[What is being asked]:
Leaving out all pictures, transcribe the lines below exactly, from the first through the line containing "height:38px; margin:-19px; padding:0".

[Source data]:
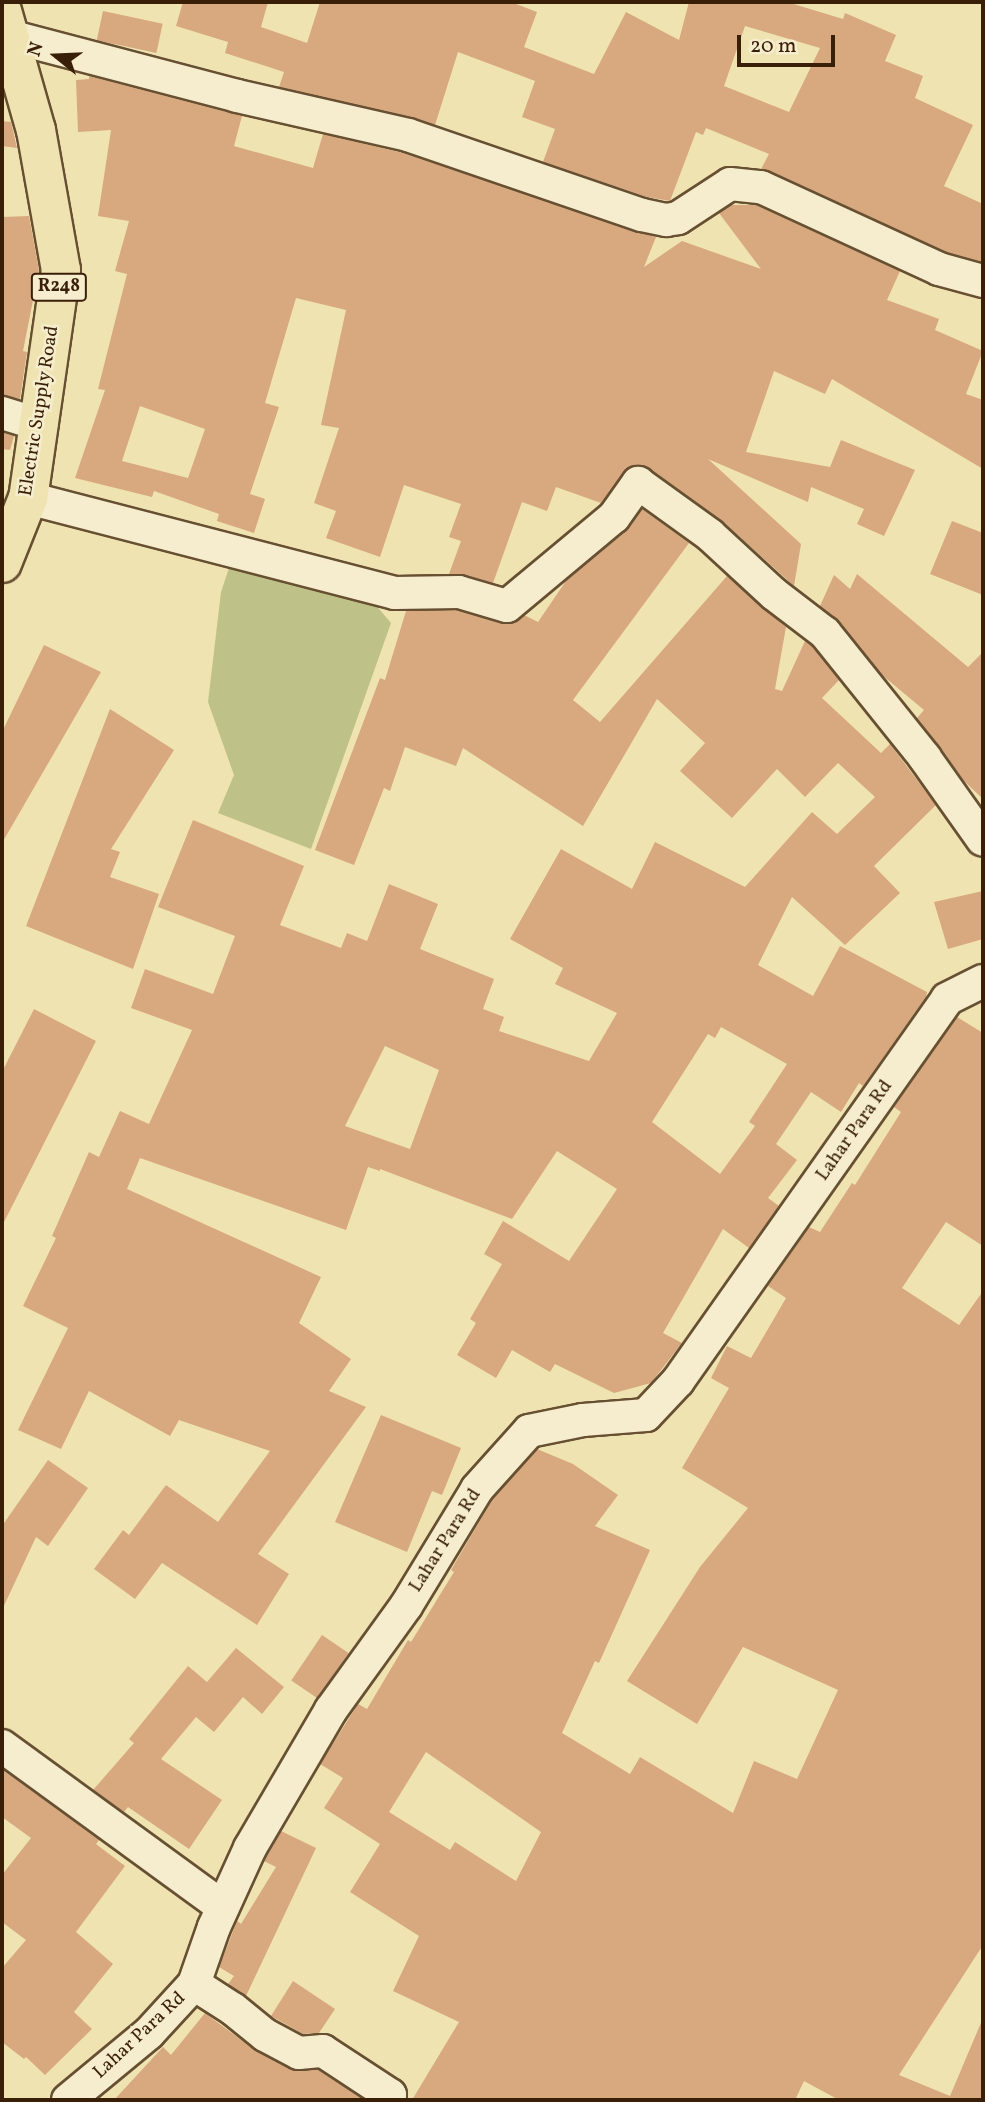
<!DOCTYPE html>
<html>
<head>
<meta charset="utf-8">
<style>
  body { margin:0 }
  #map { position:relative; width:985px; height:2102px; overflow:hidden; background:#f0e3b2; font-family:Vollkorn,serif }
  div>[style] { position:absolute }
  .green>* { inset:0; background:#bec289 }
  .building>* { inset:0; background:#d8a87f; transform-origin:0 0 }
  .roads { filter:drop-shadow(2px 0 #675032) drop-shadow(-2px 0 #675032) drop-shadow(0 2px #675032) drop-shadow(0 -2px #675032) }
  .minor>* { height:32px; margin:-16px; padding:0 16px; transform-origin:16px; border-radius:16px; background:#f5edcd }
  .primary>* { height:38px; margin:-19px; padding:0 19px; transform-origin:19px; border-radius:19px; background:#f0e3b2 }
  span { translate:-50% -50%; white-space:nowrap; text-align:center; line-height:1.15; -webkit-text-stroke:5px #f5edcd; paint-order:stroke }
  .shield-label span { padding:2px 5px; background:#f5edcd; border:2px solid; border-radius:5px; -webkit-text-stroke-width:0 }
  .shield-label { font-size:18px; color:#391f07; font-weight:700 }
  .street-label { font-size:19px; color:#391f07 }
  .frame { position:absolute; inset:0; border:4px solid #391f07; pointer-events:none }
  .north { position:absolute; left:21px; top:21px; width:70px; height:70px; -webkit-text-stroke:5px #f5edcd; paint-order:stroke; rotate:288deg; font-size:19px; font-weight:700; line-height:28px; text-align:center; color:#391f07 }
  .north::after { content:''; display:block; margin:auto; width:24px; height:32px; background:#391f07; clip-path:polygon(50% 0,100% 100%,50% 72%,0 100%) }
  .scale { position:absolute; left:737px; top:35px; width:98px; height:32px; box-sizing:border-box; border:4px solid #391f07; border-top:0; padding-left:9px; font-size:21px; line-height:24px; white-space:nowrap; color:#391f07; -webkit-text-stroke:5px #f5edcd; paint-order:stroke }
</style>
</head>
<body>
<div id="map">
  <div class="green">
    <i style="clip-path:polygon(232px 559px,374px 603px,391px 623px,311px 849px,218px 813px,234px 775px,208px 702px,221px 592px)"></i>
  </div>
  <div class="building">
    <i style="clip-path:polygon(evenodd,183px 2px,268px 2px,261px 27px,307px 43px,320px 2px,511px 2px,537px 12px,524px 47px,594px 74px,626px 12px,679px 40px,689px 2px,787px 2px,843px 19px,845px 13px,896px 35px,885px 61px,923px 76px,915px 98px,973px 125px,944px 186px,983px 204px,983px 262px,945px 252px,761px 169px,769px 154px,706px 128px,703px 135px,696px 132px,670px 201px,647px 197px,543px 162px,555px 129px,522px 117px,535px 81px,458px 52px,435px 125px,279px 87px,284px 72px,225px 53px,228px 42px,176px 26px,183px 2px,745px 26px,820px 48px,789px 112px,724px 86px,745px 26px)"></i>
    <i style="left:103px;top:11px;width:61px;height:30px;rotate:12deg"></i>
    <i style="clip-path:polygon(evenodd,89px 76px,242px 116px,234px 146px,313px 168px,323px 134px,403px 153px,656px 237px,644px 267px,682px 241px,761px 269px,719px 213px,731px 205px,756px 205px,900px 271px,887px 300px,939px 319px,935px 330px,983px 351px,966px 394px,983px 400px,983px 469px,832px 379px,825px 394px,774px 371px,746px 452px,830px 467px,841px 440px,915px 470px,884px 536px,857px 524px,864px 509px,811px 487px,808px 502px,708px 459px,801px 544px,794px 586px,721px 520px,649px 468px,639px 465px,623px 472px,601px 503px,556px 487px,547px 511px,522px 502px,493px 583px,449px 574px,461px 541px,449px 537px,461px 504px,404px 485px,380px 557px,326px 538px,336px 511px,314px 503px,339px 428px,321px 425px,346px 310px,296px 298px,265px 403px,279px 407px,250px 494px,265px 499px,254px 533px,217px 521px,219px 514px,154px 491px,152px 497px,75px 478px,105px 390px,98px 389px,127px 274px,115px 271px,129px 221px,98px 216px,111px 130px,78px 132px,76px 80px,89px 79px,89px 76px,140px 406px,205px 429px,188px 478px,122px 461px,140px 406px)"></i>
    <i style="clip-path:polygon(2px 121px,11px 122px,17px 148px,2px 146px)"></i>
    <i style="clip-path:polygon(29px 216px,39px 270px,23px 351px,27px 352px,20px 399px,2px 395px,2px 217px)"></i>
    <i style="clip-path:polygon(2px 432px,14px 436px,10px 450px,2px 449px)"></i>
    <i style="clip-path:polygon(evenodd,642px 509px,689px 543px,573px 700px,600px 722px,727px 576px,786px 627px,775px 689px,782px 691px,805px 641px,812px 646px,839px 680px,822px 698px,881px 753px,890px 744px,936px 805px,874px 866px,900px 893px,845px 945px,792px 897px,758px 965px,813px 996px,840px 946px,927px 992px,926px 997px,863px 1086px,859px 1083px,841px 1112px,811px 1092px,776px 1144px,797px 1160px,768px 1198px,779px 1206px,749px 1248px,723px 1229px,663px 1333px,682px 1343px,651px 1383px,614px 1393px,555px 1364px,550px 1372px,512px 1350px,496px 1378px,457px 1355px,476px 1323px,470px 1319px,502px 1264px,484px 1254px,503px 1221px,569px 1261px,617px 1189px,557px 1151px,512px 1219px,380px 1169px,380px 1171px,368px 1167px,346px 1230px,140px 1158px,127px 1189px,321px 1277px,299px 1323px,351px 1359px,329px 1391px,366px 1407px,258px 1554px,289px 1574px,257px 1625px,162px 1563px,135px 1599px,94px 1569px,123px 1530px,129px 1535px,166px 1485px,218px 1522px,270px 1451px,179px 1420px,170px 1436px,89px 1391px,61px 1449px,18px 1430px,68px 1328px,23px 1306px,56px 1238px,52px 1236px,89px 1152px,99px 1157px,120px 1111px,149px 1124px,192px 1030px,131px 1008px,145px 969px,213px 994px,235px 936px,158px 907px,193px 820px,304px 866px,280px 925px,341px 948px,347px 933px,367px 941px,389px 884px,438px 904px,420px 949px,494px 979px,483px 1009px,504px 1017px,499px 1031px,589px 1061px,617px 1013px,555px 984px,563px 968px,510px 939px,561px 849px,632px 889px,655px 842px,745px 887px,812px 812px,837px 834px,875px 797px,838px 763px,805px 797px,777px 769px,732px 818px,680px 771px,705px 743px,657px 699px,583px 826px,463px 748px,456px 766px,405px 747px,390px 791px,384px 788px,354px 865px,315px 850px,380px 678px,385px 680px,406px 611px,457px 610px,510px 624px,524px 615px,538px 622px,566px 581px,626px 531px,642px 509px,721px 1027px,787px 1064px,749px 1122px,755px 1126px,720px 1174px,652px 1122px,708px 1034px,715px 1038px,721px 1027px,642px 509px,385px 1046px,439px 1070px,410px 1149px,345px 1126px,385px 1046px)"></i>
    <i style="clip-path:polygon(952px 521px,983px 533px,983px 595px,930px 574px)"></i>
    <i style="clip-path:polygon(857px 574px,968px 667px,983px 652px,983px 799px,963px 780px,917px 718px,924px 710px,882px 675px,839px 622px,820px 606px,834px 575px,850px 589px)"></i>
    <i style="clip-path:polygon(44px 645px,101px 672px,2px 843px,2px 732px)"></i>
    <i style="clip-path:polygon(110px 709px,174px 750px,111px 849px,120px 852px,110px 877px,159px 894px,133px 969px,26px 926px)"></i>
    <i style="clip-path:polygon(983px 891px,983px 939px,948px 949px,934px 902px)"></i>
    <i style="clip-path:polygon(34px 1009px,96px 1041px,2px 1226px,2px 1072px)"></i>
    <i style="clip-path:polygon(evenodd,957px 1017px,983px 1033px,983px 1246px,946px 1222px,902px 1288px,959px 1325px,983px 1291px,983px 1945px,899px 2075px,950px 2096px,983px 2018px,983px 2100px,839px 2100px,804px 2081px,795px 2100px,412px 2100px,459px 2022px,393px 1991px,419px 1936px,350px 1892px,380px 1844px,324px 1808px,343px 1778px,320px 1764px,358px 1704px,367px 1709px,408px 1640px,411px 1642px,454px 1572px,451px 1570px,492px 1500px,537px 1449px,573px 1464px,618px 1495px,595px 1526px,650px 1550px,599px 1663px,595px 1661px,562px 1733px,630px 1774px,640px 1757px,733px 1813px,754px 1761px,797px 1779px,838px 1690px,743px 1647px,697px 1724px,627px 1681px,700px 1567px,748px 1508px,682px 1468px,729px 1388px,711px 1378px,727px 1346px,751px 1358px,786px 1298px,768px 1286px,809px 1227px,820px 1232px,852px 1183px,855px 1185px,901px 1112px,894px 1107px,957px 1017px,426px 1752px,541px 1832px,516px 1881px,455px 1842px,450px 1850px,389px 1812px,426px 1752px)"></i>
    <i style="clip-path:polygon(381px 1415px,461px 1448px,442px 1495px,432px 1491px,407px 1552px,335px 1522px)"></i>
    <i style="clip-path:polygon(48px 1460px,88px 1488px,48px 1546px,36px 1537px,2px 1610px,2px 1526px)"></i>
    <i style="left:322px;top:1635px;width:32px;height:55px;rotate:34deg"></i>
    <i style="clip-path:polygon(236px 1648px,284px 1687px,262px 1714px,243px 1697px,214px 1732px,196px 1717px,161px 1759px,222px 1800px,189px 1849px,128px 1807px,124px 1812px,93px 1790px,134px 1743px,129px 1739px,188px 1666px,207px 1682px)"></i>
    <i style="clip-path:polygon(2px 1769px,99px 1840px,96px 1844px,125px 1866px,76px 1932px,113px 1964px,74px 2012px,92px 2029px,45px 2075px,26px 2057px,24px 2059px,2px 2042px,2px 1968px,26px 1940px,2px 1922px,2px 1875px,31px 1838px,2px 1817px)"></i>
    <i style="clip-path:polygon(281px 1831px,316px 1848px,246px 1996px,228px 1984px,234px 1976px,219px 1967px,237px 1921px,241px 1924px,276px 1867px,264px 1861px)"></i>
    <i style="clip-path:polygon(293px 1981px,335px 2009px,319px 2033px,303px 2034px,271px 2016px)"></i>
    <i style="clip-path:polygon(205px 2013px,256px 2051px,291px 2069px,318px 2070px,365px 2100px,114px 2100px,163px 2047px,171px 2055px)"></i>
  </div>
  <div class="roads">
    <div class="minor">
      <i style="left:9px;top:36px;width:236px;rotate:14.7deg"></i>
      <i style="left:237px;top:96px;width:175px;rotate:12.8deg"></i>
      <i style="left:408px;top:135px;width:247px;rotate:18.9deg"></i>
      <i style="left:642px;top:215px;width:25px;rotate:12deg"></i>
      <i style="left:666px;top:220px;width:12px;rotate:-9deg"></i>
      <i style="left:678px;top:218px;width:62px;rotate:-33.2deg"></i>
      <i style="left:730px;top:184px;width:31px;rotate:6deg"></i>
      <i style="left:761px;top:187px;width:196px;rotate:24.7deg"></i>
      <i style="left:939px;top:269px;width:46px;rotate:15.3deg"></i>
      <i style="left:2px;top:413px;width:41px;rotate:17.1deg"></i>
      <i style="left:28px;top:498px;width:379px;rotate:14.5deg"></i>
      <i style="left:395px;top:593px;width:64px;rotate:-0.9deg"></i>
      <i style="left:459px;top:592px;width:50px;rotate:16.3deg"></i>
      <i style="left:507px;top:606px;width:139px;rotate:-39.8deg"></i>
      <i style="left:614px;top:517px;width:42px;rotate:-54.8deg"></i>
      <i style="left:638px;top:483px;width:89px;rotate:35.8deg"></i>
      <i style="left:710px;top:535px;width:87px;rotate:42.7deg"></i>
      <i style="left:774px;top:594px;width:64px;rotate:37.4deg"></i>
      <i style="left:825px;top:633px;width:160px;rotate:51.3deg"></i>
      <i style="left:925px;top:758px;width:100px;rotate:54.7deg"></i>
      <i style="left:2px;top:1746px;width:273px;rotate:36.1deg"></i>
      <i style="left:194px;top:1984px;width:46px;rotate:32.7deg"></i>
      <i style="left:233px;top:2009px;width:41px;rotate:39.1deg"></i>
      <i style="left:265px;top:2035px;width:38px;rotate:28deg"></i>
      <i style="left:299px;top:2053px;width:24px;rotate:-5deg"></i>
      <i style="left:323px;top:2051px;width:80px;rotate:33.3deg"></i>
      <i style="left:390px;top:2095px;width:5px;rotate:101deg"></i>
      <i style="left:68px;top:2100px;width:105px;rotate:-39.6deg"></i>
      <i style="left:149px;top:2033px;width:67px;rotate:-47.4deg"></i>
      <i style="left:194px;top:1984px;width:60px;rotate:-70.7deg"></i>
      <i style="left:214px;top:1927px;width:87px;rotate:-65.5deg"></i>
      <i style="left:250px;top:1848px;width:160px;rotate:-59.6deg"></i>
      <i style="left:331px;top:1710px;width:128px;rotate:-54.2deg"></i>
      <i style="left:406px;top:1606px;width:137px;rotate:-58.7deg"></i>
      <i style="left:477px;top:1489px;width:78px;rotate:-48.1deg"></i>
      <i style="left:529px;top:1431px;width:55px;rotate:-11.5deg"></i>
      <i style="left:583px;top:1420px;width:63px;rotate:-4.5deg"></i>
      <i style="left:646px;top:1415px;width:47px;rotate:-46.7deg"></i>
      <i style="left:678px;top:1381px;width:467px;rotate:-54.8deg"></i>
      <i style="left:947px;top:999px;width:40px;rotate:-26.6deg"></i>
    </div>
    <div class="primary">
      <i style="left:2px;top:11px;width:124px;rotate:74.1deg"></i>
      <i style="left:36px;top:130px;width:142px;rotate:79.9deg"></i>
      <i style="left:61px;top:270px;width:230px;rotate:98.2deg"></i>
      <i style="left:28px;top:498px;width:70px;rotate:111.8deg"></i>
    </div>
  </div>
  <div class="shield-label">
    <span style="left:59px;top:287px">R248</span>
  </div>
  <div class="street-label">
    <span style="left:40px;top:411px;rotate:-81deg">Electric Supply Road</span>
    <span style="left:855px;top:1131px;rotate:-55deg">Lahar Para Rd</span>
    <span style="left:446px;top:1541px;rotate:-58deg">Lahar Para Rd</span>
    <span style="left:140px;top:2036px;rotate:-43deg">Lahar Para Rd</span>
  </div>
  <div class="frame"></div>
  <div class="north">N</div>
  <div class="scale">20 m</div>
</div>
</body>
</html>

[Result of this task]:
<!DOCTYPE html>
<html>
<head>
<meta charset="utf-8">
<style>
  body { margin:0 }
  #map { position:relative; width:985px; height:2102px; overflow:hidden; background:#f0e3b2; font-family:Vollkorn,serif }
  div>[style] { position:absolute }
  .green>* { inset:0; background:#bec289 }
  .building>* { inset:0; background:#d8a87f; transform-origin:0 0 }
  .roads { filter:drop-shadow(2px 0 #675032) drop-shadow(-2px 0 #675032) drop-shadow(0 2px #675032) drop-shadow(0 -2px #675032) }
  .minor>* { height:32px; margin:-16px; padding:0 16px; transform-origin:16px; border-radius:16px; background:#f5edcd }
  .primary>* { height:38px; margin:-19px; padding:0 19px; transform-origin:19px; border-radius:19px; background:#f0e3b2 }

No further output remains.